What the task requires: The result should be every line of the listing that holds the word "canvas".

Data in this exercise:
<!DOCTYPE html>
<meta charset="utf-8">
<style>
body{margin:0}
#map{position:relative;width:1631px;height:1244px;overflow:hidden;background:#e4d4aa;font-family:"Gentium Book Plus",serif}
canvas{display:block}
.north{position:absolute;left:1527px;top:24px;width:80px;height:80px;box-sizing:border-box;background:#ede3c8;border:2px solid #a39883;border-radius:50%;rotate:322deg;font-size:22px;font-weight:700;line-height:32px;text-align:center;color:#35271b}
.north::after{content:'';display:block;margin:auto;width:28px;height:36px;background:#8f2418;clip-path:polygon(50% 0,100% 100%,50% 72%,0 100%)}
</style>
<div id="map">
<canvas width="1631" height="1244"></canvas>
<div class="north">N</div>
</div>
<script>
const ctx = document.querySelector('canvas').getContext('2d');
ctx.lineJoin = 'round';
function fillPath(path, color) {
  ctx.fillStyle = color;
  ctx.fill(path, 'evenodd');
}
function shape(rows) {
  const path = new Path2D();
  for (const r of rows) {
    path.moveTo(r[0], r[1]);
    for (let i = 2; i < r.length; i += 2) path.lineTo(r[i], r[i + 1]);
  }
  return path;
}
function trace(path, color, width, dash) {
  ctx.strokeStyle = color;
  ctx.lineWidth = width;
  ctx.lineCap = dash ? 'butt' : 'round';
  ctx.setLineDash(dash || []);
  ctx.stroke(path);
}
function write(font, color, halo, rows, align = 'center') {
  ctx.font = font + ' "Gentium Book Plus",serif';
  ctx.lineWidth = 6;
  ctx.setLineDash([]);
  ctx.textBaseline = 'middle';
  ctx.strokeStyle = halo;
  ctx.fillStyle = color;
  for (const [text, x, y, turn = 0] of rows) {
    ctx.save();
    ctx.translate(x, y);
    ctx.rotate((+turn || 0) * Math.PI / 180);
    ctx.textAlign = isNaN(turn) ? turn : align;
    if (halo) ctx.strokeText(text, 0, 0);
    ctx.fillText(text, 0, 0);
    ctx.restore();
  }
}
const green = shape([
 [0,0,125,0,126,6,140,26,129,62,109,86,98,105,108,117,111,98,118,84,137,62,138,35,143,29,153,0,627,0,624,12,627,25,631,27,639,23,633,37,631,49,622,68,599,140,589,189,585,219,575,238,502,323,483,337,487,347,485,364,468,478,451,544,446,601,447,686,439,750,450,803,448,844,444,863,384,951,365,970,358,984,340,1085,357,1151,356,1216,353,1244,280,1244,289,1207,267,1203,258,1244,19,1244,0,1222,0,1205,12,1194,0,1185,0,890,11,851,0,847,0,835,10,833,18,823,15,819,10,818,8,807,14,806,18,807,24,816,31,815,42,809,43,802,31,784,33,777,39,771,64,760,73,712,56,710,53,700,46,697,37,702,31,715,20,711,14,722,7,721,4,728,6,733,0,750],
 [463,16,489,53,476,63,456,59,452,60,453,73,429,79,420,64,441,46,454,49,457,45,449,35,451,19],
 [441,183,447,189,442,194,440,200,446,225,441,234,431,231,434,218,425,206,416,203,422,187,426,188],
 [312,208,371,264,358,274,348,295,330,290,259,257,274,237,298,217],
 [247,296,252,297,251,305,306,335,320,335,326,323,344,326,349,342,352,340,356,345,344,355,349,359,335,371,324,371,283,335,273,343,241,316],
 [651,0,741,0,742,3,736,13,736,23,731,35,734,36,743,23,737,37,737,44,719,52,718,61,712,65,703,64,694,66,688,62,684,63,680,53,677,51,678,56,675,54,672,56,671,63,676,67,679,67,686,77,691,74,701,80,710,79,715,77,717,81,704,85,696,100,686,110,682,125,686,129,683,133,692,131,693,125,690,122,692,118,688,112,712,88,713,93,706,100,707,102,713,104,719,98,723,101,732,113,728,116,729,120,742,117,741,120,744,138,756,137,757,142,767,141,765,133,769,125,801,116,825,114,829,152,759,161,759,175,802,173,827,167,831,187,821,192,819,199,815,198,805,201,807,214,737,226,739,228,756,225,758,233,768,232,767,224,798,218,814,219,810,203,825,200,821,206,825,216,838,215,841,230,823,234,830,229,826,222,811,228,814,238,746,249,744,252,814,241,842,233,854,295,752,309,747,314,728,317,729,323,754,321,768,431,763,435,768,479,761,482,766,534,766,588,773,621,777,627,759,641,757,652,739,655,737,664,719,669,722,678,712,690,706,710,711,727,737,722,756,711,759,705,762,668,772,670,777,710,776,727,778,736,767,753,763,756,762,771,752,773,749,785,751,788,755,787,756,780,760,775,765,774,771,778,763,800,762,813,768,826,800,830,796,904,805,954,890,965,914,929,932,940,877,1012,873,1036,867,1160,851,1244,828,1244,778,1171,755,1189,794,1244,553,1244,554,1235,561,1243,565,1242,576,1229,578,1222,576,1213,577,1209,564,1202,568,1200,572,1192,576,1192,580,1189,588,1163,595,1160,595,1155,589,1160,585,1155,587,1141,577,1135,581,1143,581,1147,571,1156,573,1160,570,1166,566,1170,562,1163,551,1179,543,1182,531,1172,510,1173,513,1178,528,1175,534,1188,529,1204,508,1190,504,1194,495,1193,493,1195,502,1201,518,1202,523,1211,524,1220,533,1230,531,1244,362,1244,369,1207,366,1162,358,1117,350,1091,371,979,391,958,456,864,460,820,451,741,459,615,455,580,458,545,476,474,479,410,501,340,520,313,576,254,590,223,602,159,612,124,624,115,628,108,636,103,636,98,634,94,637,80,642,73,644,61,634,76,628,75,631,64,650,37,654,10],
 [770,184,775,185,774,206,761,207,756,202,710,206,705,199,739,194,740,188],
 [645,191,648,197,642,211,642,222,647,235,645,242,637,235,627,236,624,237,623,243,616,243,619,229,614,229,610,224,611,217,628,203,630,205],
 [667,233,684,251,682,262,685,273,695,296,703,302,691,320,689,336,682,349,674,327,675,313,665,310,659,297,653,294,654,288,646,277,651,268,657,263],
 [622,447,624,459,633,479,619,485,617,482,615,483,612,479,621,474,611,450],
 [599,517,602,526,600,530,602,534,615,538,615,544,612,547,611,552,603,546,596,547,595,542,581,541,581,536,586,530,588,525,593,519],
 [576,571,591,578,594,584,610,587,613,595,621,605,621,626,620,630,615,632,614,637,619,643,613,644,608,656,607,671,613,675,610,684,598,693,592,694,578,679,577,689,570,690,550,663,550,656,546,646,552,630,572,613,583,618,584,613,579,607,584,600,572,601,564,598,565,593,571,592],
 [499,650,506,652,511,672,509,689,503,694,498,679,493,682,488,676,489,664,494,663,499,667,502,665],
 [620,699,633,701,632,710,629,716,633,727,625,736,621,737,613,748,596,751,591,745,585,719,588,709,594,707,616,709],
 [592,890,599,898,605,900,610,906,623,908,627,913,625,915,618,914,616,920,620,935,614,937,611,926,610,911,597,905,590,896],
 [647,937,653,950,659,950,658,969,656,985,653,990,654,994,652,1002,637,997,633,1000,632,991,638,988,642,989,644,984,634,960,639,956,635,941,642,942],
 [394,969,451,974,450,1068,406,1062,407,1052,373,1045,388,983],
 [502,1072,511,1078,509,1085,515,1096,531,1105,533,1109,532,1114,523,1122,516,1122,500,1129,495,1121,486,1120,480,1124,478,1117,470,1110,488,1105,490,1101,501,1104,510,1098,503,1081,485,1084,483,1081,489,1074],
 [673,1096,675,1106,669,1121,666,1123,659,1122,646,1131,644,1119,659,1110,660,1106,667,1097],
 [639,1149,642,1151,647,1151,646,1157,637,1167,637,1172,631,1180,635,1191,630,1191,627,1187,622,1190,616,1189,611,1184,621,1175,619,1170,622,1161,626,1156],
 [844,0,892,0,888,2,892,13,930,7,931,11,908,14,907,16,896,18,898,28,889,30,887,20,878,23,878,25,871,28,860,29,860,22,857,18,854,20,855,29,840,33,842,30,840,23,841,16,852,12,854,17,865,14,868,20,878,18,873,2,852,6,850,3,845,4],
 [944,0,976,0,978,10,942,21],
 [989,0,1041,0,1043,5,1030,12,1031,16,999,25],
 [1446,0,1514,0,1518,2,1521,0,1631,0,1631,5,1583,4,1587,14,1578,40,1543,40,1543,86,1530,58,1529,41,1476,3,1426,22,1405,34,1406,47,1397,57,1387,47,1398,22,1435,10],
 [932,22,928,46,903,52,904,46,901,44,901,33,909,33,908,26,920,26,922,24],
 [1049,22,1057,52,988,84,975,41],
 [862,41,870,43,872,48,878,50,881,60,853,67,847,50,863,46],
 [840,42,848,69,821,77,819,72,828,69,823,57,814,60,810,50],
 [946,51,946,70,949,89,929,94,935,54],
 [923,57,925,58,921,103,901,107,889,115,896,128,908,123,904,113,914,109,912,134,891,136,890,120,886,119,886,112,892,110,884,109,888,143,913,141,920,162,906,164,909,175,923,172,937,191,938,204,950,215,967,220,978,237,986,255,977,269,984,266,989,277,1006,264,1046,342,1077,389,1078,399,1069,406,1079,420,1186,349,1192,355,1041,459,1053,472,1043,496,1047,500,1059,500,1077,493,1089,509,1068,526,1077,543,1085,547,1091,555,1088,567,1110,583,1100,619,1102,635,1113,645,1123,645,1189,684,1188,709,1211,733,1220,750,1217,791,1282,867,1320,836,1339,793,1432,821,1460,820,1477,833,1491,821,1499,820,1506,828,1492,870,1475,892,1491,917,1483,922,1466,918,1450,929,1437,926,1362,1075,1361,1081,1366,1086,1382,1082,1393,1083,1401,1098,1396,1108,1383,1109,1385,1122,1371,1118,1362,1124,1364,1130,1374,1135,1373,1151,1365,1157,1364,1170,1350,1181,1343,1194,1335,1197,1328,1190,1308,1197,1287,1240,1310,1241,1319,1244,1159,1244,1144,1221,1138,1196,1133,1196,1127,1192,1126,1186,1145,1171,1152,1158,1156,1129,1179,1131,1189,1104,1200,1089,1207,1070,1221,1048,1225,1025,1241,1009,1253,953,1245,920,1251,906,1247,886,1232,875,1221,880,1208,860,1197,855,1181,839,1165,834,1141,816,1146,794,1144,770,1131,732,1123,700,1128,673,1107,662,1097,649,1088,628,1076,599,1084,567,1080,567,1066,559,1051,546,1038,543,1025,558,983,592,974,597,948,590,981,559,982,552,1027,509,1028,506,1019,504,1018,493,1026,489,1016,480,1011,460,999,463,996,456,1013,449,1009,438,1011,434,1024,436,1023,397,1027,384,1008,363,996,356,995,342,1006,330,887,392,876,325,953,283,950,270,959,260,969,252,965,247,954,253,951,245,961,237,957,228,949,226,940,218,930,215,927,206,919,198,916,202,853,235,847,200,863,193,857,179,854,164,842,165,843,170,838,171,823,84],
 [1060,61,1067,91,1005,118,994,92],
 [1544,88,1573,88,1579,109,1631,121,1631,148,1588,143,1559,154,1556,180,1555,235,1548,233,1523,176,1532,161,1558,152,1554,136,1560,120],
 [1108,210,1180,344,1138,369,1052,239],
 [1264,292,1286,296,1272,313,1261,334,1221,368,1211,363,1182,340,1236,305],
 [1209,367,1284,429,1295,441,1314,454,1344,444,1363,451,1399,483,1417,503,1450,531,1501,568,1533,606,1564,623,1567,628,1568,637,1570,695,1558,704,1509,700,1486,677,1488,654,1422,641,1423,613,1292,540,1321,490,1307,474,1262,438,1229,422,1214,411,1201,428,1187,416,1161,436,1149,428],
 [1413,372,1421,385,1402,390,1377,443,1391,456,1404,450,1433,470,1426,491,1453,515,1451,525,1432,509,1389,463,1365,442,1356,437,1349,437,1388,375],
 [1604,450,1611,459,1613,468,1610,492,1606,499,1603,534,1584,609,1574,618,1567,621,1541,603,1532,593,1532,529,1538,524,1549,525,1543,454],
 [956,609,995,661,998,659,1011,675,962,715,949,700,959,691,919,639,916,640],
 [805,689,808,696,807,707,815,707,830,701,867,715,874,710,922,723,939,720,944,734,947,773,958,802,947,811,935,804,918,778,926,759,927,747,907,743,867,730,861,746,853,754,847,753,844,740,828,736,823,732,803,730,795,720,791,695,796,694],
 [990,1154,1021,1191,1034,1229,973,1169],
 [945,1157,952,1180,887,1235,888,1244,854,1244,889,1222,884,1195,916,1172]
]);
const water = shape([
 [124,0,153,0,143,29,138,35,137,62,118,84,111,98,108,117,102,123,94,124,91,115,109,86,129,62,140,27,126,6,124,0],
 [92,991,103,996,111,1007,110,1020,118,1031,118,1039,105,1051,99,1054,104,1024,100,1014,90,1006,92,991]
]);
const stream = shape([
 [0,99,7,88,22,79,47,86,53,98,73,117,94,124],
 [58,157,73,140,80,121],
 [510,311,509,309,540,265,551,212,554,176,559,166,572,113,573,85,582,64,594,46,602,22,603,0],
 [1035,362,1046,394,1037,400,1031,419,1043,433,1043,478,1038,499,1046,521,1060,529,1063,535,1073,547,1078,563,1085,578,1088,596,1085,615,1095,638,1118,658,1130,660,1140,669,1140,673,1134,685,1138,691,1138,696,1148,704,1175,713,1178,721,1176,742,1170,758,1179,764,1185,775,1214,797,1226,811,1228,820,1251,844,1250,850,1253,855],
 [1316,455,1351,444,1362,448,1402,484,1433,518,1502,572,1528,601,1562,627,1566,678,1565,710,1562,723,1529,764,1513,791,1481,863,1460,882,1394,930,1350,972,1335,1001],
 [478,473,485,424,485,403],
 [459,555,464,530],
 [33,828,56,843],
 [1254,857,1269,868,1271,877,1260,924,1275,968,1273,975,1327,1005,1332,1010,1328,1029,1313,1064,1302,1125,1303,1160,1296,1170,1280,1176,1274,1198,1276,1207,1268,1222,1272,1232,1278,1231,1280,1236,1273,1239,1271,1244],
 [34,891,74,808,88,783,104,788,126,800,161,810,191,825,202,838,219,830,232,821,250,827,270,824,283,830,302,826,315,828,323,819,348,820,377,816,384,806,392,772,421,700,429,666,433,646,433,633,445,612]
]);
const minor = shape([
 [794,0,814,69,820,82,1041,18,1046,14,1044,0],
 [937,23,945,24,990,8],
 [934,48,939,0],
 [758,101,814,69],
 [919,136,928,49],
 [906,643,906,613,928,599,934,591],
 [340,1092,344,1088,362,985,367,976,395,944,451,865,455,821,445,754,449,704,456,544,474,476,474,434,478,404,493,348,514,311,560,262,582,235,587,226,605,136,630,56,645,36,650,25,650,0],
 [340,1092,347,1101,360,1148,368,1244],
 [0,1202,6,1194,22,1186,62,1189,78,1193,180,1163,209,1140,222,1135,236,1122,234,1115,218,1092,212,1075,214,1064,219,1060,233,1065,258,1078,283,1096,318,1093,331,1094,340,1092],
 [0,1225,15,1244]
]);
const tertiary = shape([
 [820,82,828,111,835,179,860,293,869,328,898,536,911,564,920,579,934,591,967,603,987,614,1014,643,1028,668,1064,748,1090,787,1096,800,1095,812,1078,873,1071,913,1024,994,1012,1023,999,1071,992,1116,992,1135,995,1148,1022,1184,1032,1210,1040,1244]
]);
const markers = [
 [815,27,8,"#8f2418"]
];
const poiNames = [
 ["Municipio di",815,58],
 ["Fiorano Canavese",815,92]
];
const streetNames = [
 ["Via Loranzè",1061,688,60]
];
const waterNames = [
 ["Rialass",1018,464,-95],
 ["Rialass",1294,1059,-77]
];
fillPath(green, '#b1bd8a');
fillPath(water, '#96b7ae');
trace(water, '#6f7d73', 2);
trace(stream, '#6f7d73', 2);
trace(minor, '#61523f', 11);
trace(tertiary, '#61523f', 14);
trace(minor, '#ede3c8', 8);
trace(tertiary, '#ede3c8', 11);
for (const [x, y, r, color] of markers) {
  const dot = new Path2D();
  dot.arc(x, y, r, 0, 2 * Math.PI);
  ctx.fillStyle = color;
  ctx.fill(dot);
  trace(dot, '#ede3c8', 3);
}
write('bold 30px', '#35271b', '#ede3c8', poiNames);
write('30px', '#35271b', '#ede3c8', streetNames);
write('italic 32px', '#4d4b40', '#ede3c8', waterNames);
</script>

Task result:
canvas{display:block}
<canvas width="1631" height="1244"></canvas>
const ctx = document.querySelector('canvas').getContext('2d');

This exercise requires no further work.